EXERCISE INSTRUCTIONS: Once the line containing "Localize the labels" is found, copy it and each subsequent line exactly. Stop at the end of the records below.

Stored data entries
┄┄┄┄┄┄
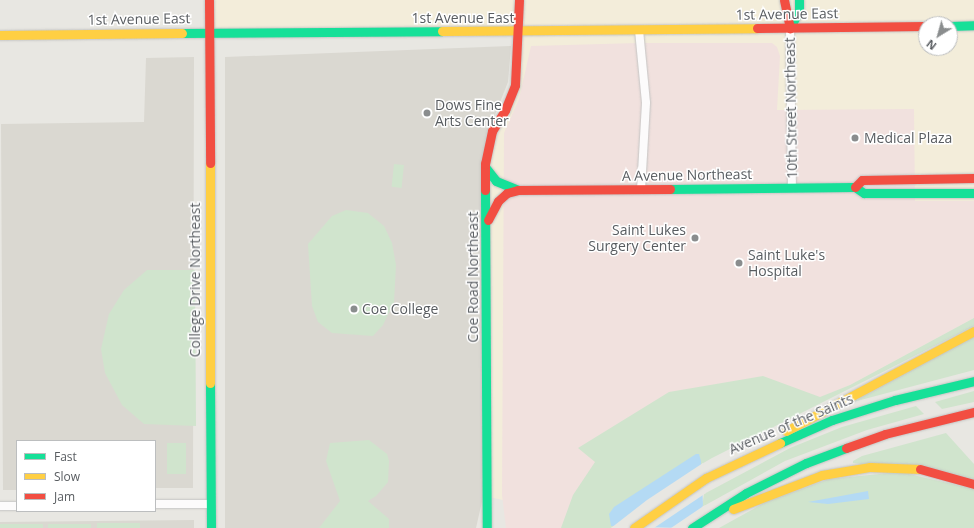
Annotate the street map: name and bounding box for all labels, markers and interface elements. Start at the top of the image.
street label: 1st Avenue East [735,5,839,23]
street label: 1st Avenue East [87,10,191,28]
street label: 1st Avenue East [412,10,514,26]
north arrow [918,16,958,56]
street label: 10th Street Northeast [781,37,801,179]
text: N [923,37,939,54]
place label: Dows Fine Arts Center [435,97,509,130]
marker: Dows Fine Arts Center [422,108,432,118]
place label: Medical Plaza [864,130,952,146]
marker: Medical Plaza [849,132,861,144]
street label: A Avenue Northeast [622,165,752,185]
street label: College Drive Northeast [187,203,203,357]
street label: Coe Road Northeast [465,211,481,343]
place label: Saint Lukes Surgery Center [588,222,686,254]
marker: Saint Lukes Surgery Center [689,232,701,244]
place label: Saint Luke's Hospital [748,247,825,280]
marker: Saint Luke's Hospital [733,257,745,269]
place label: Coe College [362,301,438,317]
marker: Coe College [349,304,359,314]
street label: Avenue of the Saints [726,390,856,458]
legend [16,440,156,512]
text: Fast [54,448,77,465]
text: Slow [54,468,80,485]
text: Jam [54,488,75,505]

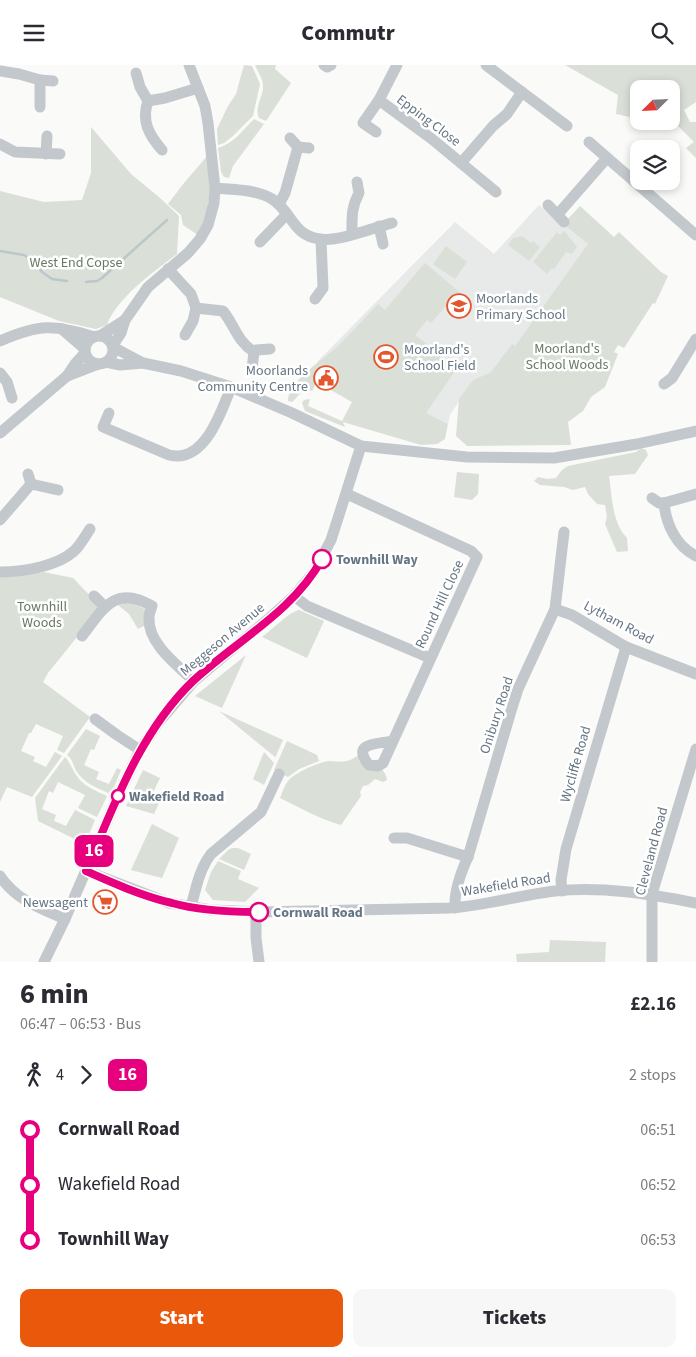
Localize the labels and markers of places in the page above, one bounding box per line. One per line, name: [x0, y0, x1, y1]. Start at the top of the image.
place label: Moorlands Primary School: [476, 289, 566, 325]
school or university icon: Moorlands Primary School: [446, 293, 472, 319]
place label: Moorland's School Field: [404, 340, 476, 376]
sports icon: Moorland's School Field: [373, 344, 399, 370]
place label: Moorlands Community Centre: [197, 361, 308, 397]
public building icon: Moorlands Community Centre: [313, 365, 339, 391]
marker: Townhill Way: [312, 549, 332, 569]
place label: Townhill Way: [336, 550, 419, 570]
place label: Wakefield Road: [129, 787, 224, 807]
marker: Wakefield Road: [111, 789, 125, 803]
supermarket icon: Newsagent: [92, 889, 118, 915]
place label: Newsagent: [23, 893, 88, 913]
marker: Cornwall Road: [249, 902, 269, 922]
place label: Cornwall Road: [273, 903, 363, 923]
┄┄┄┄┄┄
EXERCISE ANSWER:
Localize the labels and markers of places in the page above, one bounding box per line. One per line, name: [x0, y0, x1, y1]. Start at the top of the image.
place label: Moorlands Primary School: [476, 289, 566, 325]
school or university icon: Moorlands Primary School: [446, 293, 472, 319]
place label: Moorland's School Field: [404, 340, 476, 376]
sports icon: Moorland's School Field: [373, 344, 399, 370]
place label: Moorlands Community Centre: [197, 361, 308, 397]
public building icon: Moorlands Community Centre: [313, 365, 339, 391]
marker: Townhill Way: [312, 549, 332, 569]
place label: Townhill Way: [336, 550, 419, 570]
place label: Wakefield Road: [129, 787, 224, 807]
marker: Wakefield Road: [111, 789, 125, 803]
supermarket icon: Newsagent: [92, 889, 118, 915]
place label: Newsagent: [23, 893, 88, 913]
marker: Cornwall Road: [249, 902, 269, 922]
place label: Cornwall Road: [273, 903, 363, 923]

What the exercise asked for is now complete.